### What you are asked to do
Check every line below for the word "background" and show those that hold it.

[Collected data entries]
————————

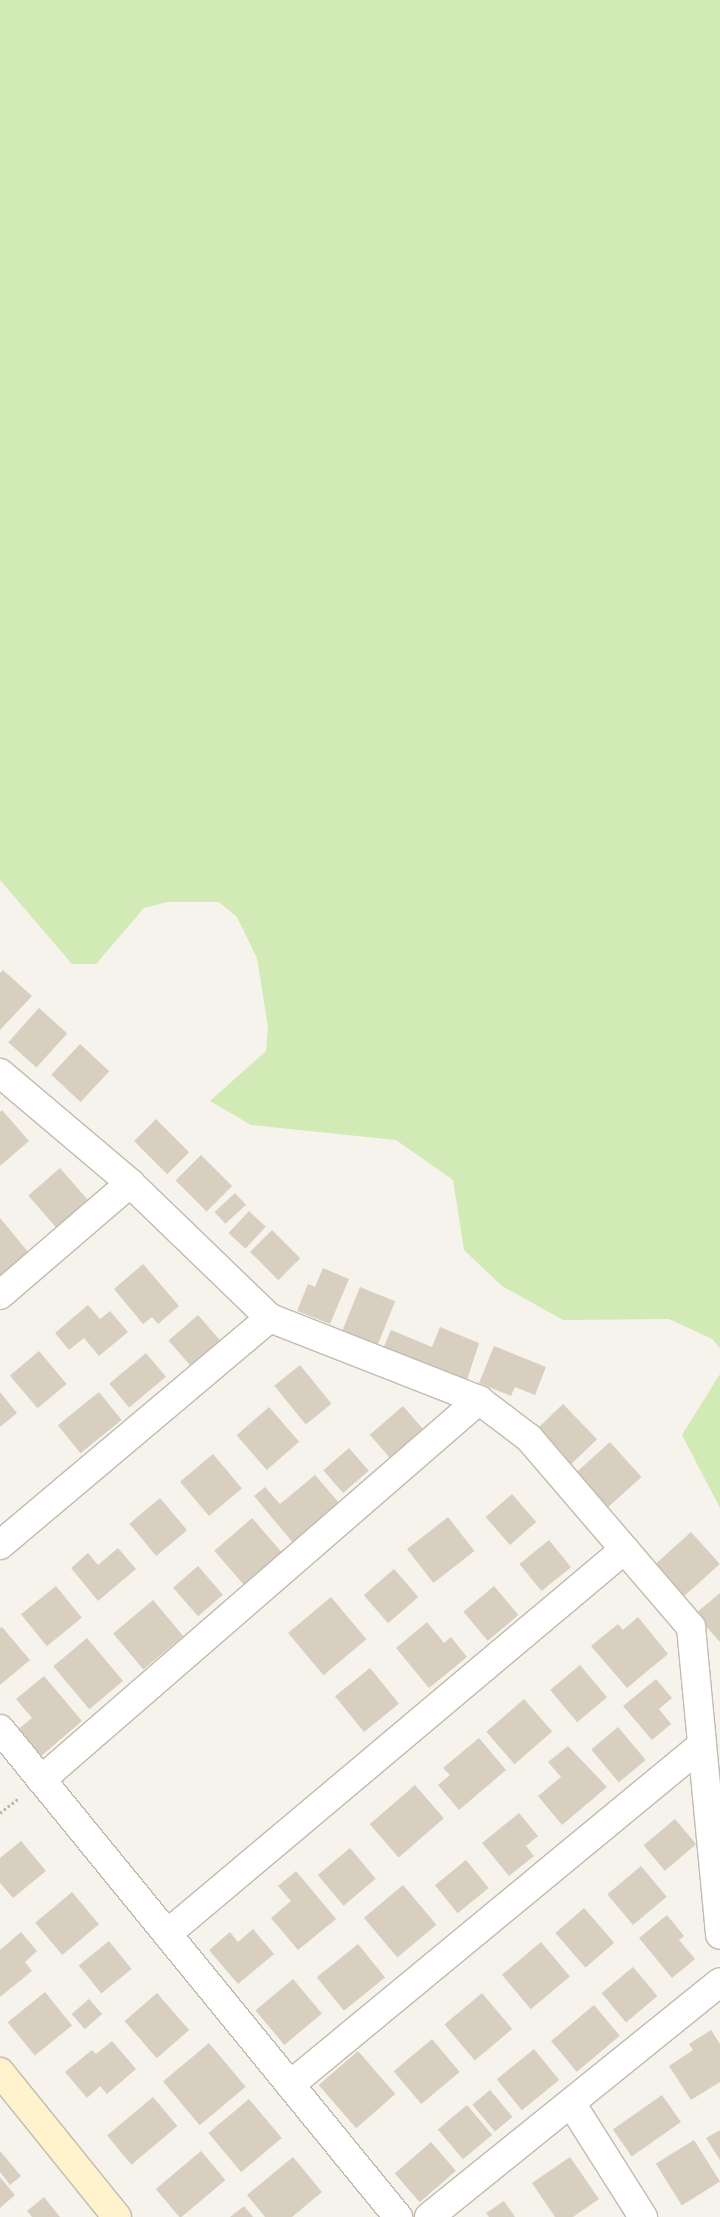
<!DOCTYPE html>
<style>
body{margin:0}
#map{position:relative;width:720px;height:2217px;overflow:hidden;background:#f6f3ec;font-family:Figtree,sans-serif}
div>[style]{position:absolute}
[style*='--x']{left:calc(var(--x)*1px);top:calc(var(--y)*1px);width:calc(var(--w)*1px);rotate:calc(var(--a)*1deg)}
.green>*{inset:0;background:#d2eab5}
.building>*{inset:0;background:#d8cfc1;transform-origin:0 0}
.path>*{height:3px;margin-top:-1.5px;transform-origin:0;background:repeating-linear-gradient(90deg,#c4b79f 0 2.5px,transparent 0 5px)}
.roads{filter:drop-shadow(1px 0 #c2bbae) drop-shadow(-1px 0 #c2bbae) drop-shadow(0 1px #c2bbae) drop-shadow(0 -1px #c2bbae)}
.street>*{height:28px;margin:-14px;padding:0 14px;transform-origin:14px;border-radius:14px;background:#fff}
.secondary>*{height:28px;margin:-14px;padding:0 14px;transform-origin:14px;border-radius:14px;background:#fff3cd}
span{translate:-50% -50%;white-space:nowrap;text-align:center;line-height:1.15;-webkit-text-stroke:4px #fff;paint-order:stroke}
</style>
<div id="map">
<div class="green">
<div style="clip-path:polygon(0 0,720px 0,720px 1348px,712px 1339px,669px 1319px,563px 1320px,502px 1286px,464px 1250px,453px 1180px,396px 1140px,251px 1125px,210px 1101px,266px 1051px,268px 1027px,257px 958px,237px 917px,219px 902px,167px 902px,144px 908px,96px 964px,72px 964px,0 880px)"></div>
<div style="clip-path:polygon(720px 1374px,720px 1508px,682px 1435px)"></div>
</div>
<div class="building">
<div style="clip-path:polygon(3px 970px,32px 996px,0 1030px,0 973px)"></div>
<div style="left:39px;top:1008px;width:38px;height:46px;rotate:42deg"></div>
<div style="left:80px;top:1044px;width:40px;height:42px;rotate:43deg"></div>
<div style="clip-path:polygon(2px 1110px,29px 1141px,0 1166px,0 1112px)"></div>
<div style="left:156px;top:1119px;width:47px;height:31px;rotate:45deg"></div>
<div style="left:201px;top:1155px;width:44px;height:36px;rotate:45deg"></div>
<div style="left:60px;top:1168px;width:46px;height:42px;rotate:49deg"></div>
<div style="left:235px;top:1193px;width:16px;height:28px;rotate:47deg"></div>
<div style="left:249px;top:1211px;width:23px;height:30px;rotate:43deg"></div>
<div style="clip-path:polygon(0 1218px,29px 1253px,0 1277px)"></div>
<div style="left:272px;top:1230px;width:40px;height:31px;rotate:45deg"></div>
<div style="clip-path:polygon(143px 1264px,179px 1306px,158px 1324px,152px 1317px,143px 1324px,114px 1289px)"></div>
<div style="clip-path:polygon(323px 1268px,349px 1279px,330px 1324px,297px 1311px,308px 1284px,315px 1287px)"></div>
<div style="left:360px;top:1287px;width:38px;height:52px;rotate:22deg"></div>
<div style="clip-path:polygon(88px 1305px,100px 1319px,110px 1311px,128px 1332px,99px 1356px,84px 1338px,69px 1350px,55px 1333px)"></div>
<div style="left:198px;top:1315px;width:41px;height:39px;rotate:49deg"></div>
<div style="clip-path:polygon(440px 1327px,479px 1343px,465px 1386px,382px 1351px,391px 1330px,432px 1347px)"></div>
<div style="clip-path:polygon(494px 1346px,546px 1367px,535px 1395px,515px 1387px,511px 1396px,479px 1383px)"></div>
<div style="left:39px;top:1351px;width:43px;height:38px;rotate:50deg"></div>
<div style="left:146px;top:1353px;width:31px;height:48px;rotate:50deg"></div>
<div style="left:300px;top:1365px;width:50px;height:33px;rotate:51deg"></div>
<div style="clip-path:polygon(0 1392px,17px 1413px,0 1427px)"></div>
<div style="left:99px;top:1392px;width:36px;height:53px;rotate:51deg"></div>
<div style="left:563px;top:1404px;width:49px;height:40px;rotate:46deg"></div>
<div style="left:403px;top:1406px;width:37px;height:44px;rotate:49deg"></div>
<div style="left:269px;top:1407px;width:46px;height:43px;rotate:49deg"></div>
<div style="left:610px;top:1442px;width:47px;height:50px;rotate:48deg"></div>
<div style="left:349px;top:1448px;width:30px;height:34px;rotate:49deg"></div>
<div style="left:213px;top:1454px;width:45px;height:43px;rotate:50deg"></div>
<div style="clip-path:polygon(315px 1475px,340px 1504px,293px 1543px,254px 1496px,265px 1487px,280px 1504px)"></div>
<div style="left:512px;top:1494px;width:37px;height:35px;rotate:49deg"></div>
<div style="left:160px;top:1498px;width:42px;height:40px;rotate:50deg"></div>
<div style="left:448px;top:1517px;width:43px;height:52px;rotate:52deg"></div>
<div style="left:252px;top:1518px;width:46px;height:50px;rotate:49deg"></div>
<div style="left:691px;top:1532px;width:43px;height:50px;rotate:48deg"></div>
<div style="left:549px;top:1540px;width:35px;height:38px;rotate:51deg"></div>
<div style="clip-path:polygon(118px 1548px,136px 1569px,98px 1601px,71px 1568px,88px 1553px,98px 1565px)"></div>
<div style="left:198px;top:1566px;width:38px;height:33px;rotate:49deg"></div>
<div style="left:394px;top:1569px;width:37px;height:40px;rotate:49deg"></div>
<div style="left:56px;top:1586px;width:41px;height:45px;rotate:51deg"></div>
<div style="left:494px;top:1586px;width:38px;height:40px;rotate:50deg"></div>
<div style="clip-path:polygon(720px 1593px,720px 1642px,695px 1614px)"></div>
<div style="left:331px;top:1597px;width:55px;height:56px;rotate:50deg"></div>
<div style="left:153px;top:1600px;width:47px;height:52px;rotate:50deg"></div>
<div style="clip-path:polygon(638px 1617px,668px 1654px,627px 1688px,591px 1646px,618px 1624px,623px 1630px)"></div>
<div style="clip-path:polygon(427px 1622px,444px 1643px,451px 1637px,467px 1657px,429px 1688px,396px 1648px)"></div>
<div style="clip-path:polygon(2px 1627px,30px 1660px,0 1685px,0 1628px)"></div>
<div style="left:87px;top:1638px;width:56px;height:44px;rotate:50deg"></div>
<div style="left:580px;top:1665px;width:42px;height:39px;rotate:50deg"></div>
<div style="left:370px;top:1668px;width:46px;height:45px;rotate:51deg"></div>
<div style="clip-path:polygon(44px 1676px,82px 1721px,40px 1757px,17px 1730px,32px 1718px,16px 1699px)"></div>
<div style="clip-path:polygon(656px 1679px,672px 1698px,659px 1709px,671px 1724px,652px 1740px,623px 1706px)"></div>
<div style="left:524px;top:1699px;width:43px;height:50px;rotate:49deg"></div>
<div style="left:618px;top:1727px;width:43px;height:35px;rotate:50deg"></div>
<div style="clip-path:polygon(479px 1738px,506px 1770px,459px 1810px,438px 1785px,450px 1775px,443px 1768px)"></div>
<div style="clip-path:polygon(568px 1746px,607px 1787px,562px 1825px,538px 1796px,561px 1777px,548px 1762px)"></div>
<div style="left:415px;top:1785px;width:44px;height:60px;rotate:49deg"></div>
<div style="clip-path:polygon(519px 1813px,538px 1836px,526px 1846px,534px 1856px,509px 1876px,482px 1843px)"></div>
<div style="left:675px;top:1819px;width:33px;height:41px;rotate:50deg"></div>
<div style="clip-path:polygon(21px 1841px,46px 1871px,13px 1898px,0 1883px,0 1858px)"></div>
<div style="left:350px;top:1848px;width:40px;height:42px;rotate:50deg"></div>
<div style="left:466px;top:1860px;width:36px;height:40px;rotate:51deg"></div>
<div style="left:641px;top:1866px;width:40px;height:44px;rotate:50deg"></div>
<div style="clip-path:polygon(296px 1871px,336px 1919px,298px 1950px,271px 1918px,291px 1901px,278px 1886px)"></div>
<div style="left:403px;top:1885px;width:52px;height:51px;rotate:50deg"></div>
<div style="left:72px;top:1892px;width:42px;height:48px;rotate:50deg"></div>
<div style="left:584px;top:1908px;width:46px;height:38px;rotate:49deg"></div>
<div style="clip-path:polygon(667px 1915px,684px 1936px,679px 1940px,695px 1959px,672px 1978px,639px 1938px)"></div>
<div style="clip-path:polygon(253px 1929px,274px 1954px,238px 1984px,209px 1950px,230px 1932px,238px 1942px)"></div>
<div style="clip-path:polygon(21px 1932px,37px 1951px,25px 1962px,32px 1971px,0 1997px,0 1950px)"></div>
<div style="left:109px;top:1941px;width:36px;height:39px;rotate:51deg"></div>
<div style="left:541px;top:1942px;width:45px;height:51px;rotate:50deg"></div>
<div style="left:358px;top:1944px;width:43px;height:53px;rotate:51deg"></div>
<div style="left:633px;top:1967px;width:38px;height:41px;rotate:50deg"></div>
<div style="left:293px;top:1979px;width:45px;height:49px;rotate:50deg"></div>
<div style="left:45px;top:1992px;width:43px;height:48px;rotate:51deg"></div>
<div style="left:157px;top:1993px;width:49px;height:43px;rotate:49deg"></div>
<div style="left:482px;top:1993px;width:47px;height:49px;rotate:50deg"></div>
<div style="left:89px;top:1999px;width:20px;height:23px;rotate:49deg"></div>
<div style="left:594px;top:2005px;width:40px;height:56px;rotate:50deg"></div>
<div style="clip-path:polygon(711px 2030px,720px 2044px,720px 2082px,691px 2100px,669px 2066px,693px 2050px,689px 2044px)"></div>
<div style="left:432px;top:2039px;width:43px;height:50px;rotate:50deg"></div>
<div style="clip-path:polygon(112px 2041px,136px 2069px,107px 2094px,100px 2086px,87px 2098px,65px 2072px,92px 2050px,96px 2054px)"></div>
<div style="left:209px;top:2043px;width:57px;height:60px;rotate:50deg"></div>
<div style="left:534px;top:2049px;width:40px;height:48px;rotate:51deg"></div>
<div style="left:358px;top:2051px;width:57px;height:52px;rotate:49deg"></div>
<div style="left:490px;top:2090px;width:35px;height:23px;rotate:50deg"></div>
<div style="left:662px;top:2095px;width:33px;height:60px;rotate:55deg"></div>
<div style="left:153px;top:2097px;width:38px;height:60px;rotate:50deg"></div>
<div style="left:249px;top:2099px;width:51px;height:53px;rotate:50deg"></div>
<div style="left:467px;top:2105px;width:39px;height:38px;rotate:50deg"></div>
<div style="clip-path:polygon(720px 2130px,720px 2160px,706px 2138px)"></div>
<div style="left:694px;top:2140px;width:49px;height:45px;rotate:58deg"></div>
<div style="left:431px;top:2142px;width:38px;height:48px;rotate:49deg"></div>
<div style="clip-path:polygon(0 2151px,21px 2176px,10px 2185px,0 2172px)"></div>
<div style="left:201px;top:2151px;width:38px;height:59px;rotate:50deg"></div>
<div style="clip-path:polygon(293px 2157px,322px 2192px,292px 2217px,265px 2217px,247px 2195px)"></div>
<div style="clip-path:polygon(570px 2157px,599px 2199px,573px 2217px,555px 2217px,532px 2183px)"></div>
<div style="clip-path:polygon(0 2177px,15px 2195px,0 2208px)"></div>
<div style="clip-path:polygon(44px 2197px,60px 2217px,32px 2217px,27px 2211px)"></div>
<div style="clip-path:polygon(504px 2201px,515px 2217px,489px 2217px,486px 2213px)"></div>
<div style="clip-path:polygon(244px 2206px,253px 2217px,230px 2217px)"></div>
</div>
<div class="path">
<div style="--x:0;--y:1813;--w:24;--a:-38"></div>
</div>
<div class="roads">
<div class="street">
<div style="--x:0;--y:1073;--w:170;--a:40.2"></div>
<div style="--x:130;--y:1183;--w:194;--a:44"></div>
<div style="--x:270;--y:1318;--w:225;--a:21.4"></div>
<div style="--x:479;--y:1400;--w:63;--a:37.2"></div>
<div style="--x:529;--y:1438;--w:249;--a:49.4"></div>
<div style="--x:691;--y:1627;--w:309;--a:84.6"></div>
<div style="--x:0;--y:1295;--w:172;--a:-40.7"></div>
<div style="--x:0;--y:1545;--w:353;--a:-40.1"></div>
<div style="--x:0;--y:1729;--w:630;--a:50.8"></div>
<div style="--x:41;--y:1780;--w:580;--a:-40.94"></div>
<div style="--x:167;--y:1934;--w:598;--a:-40.05"></div>
<div style="--x:290;--y:2085;--w:534;--a:-39.53"></div>
<div style="--x:571;--y:2103;--w:135;--a:57.7"></div>
<div style="--x:429;--y:2217;--w:374;--a:-38.9"></div>
</div>
<div class="secondary">
<div style="--x:0;--y:2072;--w:186;--a:51.1"></div>
</div>
</div>
</div>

————————

### Output of the task
#map{position:relative;width:720px;height:2217px;overflow:hidden;background:#f6f3ec;font-family:Figtree,sans-serif}
.green>*{inset:0;background:#d2eab5}
.building>*{inset:0;background:#d8cfc1;transform-origin:0 0}
.path>*{height:3px;margin-top:-1.5px;transform-origin:0;background:repeating-linear-gradient(90deg,#c4b79f 0 2.5px,transparent 0 5px)}
.street>*{height:28px;margin:-14px;padding:0 14px;transform-origin:14px;border-radius:14px;background:#fff}
.secondary>*{height:28px;margin:-14px;padding:0 14px;transform-origin:14px;border-radius:14px;background:#fff3cd}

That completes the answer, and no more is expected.